Collected data
· · · · ·

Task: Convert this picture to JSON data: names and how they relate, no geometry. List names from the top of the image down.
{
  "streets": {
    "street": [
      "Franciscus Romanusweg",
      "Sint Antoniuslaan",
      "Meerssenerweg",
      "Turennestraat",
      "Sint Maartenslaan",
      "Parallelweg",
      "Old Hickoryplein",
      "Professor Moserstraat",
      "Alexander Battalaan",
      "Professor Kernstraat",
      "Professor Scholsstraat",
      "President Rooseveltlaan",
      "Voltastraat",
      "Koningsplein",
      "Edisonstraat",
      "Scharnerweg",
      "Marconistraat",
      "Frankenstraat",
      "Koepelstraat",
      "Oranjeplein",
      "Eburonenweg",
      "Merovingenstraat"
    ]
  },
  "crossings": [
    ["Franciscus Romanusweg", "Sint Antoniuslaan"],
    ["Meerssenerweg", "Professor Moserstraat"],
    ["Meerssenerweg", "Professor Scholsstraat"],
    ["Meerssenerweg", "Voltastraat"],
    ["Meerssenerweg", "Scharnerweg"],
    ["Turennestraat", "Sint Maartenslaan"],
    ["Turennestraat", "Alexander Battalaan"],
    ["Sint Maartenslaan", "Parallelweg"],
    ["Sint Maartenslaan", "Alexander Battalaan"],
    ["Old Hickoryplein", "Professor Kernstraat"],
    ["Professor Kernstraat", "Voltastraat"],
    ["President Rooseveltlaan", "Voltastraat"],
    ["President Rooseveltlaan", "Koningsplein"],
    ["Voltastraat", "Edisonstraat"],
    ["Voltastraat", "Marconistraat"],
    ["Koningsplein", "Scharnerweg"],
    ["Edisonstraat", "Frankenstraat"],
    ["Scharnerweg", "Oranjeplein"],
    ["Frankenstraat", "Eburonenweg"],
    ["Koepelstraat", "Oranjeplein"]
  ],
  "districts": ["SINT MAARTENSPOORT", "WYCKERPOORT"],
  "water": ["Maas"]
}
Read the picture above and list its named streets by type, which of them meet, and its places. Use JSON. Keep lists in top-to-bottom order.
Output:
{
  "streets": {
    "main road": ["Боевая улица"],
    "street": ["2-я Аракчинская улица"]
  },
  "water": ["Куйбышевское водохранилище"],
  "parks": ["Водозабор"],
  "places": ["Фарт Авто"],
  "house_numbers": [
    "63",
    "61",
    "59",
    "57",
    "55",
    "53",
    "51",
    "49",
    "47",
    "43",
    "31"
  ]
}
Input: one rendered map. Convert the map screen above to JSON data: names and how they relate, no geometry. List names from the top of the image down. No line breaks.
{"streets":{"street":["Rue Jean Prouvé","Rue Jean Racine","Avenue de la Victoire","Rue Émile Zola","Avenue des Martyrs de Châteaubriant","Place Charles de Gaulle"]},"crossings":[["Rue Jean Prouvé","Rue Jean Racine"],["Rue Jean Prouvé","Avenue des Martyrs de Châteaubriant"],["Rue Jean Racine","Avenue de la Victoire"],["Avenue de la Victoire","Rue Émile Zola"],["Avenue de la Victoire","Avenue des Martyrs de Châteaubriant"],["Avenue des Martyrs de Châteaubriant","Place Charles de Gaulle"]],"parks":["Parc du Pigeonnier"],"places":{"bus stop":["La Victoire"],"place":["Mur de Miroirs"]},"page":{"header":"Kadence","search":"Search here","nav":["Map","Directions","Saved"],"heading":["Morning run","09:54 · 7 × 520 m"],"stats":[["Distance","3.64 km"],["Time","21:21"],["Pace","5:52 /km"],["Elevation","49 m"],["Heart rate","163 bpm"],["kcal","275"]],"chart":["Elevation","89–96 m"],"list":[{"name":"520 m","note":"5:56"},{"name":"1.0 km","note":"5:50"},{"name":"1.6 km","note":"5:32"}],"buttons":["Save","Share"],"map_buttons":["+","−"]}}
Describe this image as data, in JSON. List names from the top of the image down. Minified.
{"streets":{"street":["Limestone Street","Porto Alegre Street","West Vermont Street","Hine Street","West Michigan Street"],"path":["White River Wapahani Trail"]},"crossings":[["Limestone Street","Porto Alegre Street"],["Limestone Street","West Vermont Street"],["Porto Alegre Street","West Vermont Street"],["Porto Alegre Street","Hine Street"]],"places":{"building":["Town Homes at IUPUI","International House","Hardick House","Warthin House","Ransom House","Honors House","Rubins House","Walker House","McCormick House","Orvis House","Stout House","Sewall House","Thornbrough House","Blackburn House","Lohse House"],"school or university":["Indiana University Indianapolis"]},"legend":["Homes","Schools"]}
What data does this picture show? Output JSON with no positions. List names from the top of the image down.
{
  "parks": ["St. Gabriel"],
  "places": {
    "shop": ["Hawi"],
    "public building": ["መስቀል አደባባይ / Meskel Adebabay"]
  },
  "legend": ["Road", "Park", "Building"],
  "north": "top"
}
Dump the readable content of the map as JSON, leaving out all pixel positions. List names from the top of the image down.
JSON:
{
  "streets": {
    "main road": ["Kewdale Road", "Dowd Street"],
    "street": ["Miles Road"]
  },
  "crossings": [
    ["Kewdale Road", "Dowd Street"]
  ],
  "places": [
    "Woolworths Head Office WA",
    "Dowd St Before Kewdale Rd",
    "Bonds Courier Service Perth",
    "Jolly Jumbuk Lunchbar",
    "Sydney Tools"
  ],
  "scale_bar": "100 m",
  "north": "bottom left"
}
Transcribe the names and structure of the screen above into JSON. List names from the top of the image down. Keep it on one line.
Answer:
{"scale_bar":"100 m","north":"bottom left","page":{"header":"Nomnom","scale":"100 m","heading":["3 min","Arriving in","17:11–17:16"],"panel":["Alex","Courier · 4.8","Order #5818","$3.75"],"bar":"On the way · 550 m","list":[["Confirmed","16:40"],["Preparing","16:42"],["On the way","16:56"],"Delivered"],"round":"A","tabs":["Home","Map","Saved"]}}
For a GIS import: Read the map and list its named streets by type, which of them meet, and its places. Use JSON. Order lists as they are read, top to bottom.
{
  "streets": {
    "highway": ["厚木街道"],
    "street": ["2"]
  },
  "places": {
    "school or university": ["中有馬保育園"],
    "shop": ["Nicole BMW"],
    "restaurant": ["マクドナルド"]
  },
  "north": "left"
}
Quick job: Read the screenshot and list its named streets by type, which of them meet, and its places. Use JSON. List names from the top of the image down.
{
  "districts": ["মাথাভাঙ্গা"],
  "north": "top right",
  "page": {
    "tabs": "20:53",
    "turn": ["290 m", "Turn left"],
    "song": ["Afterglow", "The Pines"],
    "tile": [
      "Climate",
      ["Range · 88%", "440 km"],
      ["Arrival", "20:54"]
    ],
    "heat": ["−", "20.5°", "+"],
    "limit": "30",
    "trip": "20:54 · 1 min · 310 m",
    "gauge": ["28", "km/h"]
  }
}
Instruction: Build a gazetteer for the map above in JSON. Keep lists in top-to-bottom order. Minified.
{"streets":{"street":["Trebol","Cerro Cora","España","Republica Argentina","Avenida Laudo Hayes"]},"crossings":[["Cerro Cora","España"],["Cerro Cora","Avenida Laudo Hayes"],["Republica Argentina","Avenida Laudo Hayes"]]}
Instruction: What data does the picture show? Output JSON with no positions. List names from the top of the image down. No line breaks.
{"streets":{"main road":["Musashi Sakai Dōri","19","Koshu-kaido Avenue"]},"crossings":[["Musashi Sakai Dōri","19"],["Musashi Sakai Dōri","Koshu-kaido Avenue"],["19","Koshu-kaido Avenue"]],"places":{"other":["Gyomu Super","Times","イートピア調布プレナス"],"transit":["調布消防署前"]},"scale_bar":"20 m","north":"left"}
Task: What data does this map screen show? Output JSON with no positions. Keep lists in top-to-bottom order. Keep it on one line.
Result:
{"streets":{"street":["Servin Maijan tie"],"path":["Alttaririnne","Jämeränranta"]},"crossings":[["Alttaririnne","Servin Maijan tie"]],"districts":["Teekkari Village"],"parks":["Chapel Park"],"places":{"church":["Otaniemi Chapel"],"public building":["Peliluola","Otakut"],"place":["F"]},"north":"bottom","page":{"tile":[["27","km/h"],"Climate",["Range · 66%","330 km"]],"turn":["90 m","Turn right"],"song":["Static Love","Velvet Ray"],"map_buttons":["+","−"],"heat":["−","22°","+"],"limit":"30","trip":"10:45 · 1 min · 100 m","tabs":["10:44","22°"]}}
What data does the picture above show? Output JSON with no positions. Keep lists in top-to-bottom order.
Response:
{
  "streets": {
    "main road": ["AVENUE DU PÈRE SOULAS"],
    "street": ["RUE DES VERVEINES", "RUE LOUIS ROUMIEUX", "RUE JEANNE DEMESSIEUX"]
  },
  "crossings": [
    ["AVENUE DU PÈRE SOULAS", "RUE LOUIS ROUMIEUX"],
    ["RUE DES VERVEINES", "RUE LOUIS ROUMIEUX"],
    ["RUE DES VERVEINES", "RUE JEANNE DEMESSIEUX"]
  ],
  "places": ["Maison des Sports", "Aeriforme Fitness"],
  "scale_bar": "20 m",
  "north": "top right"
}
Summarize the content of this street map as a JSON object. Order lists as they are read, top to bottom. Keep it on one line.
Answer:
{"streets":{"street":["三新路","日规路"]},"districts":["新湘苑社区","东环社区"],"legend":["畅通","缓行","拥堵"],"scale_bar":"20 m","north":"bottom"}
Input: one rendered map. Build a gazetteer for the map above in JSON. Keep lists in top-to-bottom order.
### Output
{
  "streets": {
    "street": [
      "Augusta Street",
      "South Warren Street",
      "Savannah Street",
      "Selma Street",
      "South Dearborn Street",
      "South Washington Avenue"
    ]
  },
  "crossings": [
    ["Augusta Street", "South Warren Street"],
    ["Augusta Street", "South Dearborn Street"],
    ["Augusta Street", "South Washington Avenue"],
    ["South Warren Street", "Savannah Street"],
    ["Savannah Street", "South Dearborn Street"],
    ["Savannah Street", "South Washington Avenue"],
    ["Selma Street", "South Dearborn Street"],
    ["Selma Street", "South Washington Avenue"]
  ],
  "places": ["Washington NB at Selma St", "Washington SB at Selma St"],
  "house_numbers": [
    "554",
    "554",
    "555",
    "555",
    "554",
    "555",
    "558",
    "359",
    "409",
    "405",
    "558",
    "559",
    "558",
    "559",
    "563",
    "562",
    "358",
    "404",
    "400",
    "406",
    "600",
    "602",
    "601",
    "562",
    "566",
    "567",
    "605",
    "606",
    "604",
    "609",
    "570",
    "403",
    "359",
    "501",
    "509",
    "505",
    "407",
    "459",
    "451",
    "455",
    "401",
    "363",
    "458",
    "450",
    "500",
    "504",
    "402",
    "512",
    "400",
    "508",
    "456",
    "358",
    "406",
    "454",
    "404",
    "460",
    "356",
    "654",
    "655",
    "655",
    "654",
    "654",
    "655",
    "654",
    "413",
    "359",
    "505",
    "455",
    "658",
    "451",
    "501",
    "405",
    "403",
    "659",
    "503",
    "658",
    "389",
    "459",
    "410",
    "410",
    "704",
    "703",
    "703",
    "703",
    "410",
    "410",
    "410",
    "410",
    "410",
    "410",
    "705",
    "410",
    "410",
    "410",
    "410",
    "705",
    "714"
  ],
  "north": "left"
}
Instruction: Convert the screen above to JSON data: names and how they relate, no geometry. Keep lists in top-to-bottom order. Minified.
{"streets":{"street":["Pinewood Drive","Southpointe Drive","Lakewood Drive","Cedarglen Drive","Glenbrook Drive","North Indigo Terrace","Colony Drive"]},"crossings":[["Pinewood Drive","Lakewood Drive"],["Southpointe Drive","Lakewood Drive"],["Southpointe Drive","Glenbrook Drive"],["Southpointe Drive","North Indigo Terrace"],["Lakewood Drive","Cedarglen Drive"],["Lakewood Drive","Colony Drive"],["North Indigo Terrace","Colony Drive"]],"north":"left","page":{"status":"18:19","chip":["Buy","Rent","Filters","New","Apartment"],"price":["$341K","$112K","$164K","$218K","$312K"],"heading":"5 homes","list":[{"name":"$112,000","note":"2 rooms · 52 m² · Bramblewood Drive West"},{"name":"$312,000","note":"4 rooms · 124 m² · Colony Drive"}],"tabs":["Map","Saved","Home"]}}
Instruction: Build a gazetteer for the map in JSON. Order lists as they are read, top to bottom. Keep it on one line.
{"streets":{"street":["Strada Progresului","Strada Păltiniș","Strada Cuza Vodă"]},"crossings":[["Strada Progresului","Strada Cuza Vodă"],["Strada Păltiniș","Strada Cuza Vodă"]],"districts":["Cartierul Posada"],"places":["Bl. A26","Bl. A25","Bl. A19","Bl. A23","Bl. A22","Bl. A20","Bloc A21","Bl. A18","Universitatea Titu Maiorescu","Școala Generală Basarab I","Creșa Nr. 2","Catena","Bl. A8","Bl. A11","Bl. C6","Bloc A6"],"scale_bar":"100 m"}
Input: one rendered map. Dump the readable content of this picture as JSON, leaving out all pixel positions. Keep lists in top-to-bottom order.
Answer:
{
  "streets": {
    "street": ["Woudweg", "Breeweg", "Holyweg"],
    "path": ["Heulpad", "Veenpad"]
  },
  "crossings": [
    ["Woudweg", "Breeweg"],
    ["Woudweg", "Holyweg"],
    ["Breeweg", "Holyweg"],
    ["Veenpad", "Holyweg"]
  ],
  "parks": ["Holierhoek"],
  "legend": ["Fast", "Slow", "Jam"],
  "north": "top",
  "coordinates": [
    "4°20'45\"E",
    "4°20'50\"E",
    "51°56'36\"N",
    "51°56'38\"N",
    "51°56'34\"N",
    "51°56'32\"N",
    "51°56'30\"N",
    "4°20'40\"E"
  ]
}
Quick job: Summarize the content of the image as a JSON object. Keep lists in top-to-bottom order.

· · · · ·

> WHAT YOU ARE ASKED TO DO:
Please reproduce, exactly as they appear above, the lines from the line containing "Instruction: What data" up to and including the line containing "Input: one rendered map. Build".

> ANSWER SPACE:
Instruction: What data does the picture show? Output JSON with no positions. List names from the top of the image down. No line breaks.
{"streets":{"main road":["Musashi Sakai Dōri","19","Koshu-kaido Avenue"]},"crossings":[["Musashi Sakai Dōri","19"],["Musashi Sakai Dōri","Koshu-kaido Avenue"],["19","Koshu-kaido Avenue"]],"places":{"other":["Gyomu Super","Times","イートピア調布プレナス"],"transit":["調布消防署前"]},"scale_bar":"20 m","north":"left"}
Task: What data does this map screen show? Output JSON with no positions. Keep lists in top-to-bottom order. Keep it on one line.
Result:
{"streets":{"street":["Servin Maijan tie"],"path":["Alttaririnne","Jämeränranta"]},"crossings":[["Alttaririnne","Servin Maijan tie"]],"districts":["Teekkari Village"],"parks":["Chapel Park"],"places":{"church":["Otaniemi Chapel"],"public building":["Peliluola","Otakut"],"place":["F"]},"north":"bottom","page":{"tile":[["27","km/h"],"Climate",["Range · 66%","330 km"]],"turn":["90 m","Turn right"],"song":["Static Love","Velvet Ray"],"map_buttons":["+","−"],"heat":["−","22°","+"],"limit":"30","trip":"10:45 · 1 min · 100 m","tabs":["10:44","22°"]}}
What data does the picture above show? Output JSON with no positions. Keep lists in top-to-bottom order.
Response:
{
  "streets": {
    "main road": ["AVENUE DU PÈRE SOULAS"],
    "street": ["RUE DES VERVEINES", "RUE LOUIS ROUMIEUX", "RUE JEANNE DEMESSIEUX"]
  },
  "crossings": [
    ["AVENUE DU PÈRE SOULAS", "RUE LOUIS ROUMIEUX"],
    ["RUE DES VERVEINES", "RUE LOUIS ROUMIEUX"],
    ["RUE DES VERVEINES", "RUE JEANNE DEMESSIEUX"]
  ],
  "places": ["Maison des Sports", "Aeriforme Fitness"],
  "scale_bar": "20 m",
  "north": "top right"
}
Summarize the content of this street map as a JSON object. Order lists as they are read, top to bottom. Keep it on one line.
Answer:
{"streets":{"street":["三新路","日规路"]},"districts":["新湘苑社区","东环社区"],"legend":["畅通","缓行","拥堵"],"scale_bar":"20 m","north":"bottom"}
Input: one rendered map. Build a gazetteer for the map above in JSON. Keep lists in top-to-bottom order.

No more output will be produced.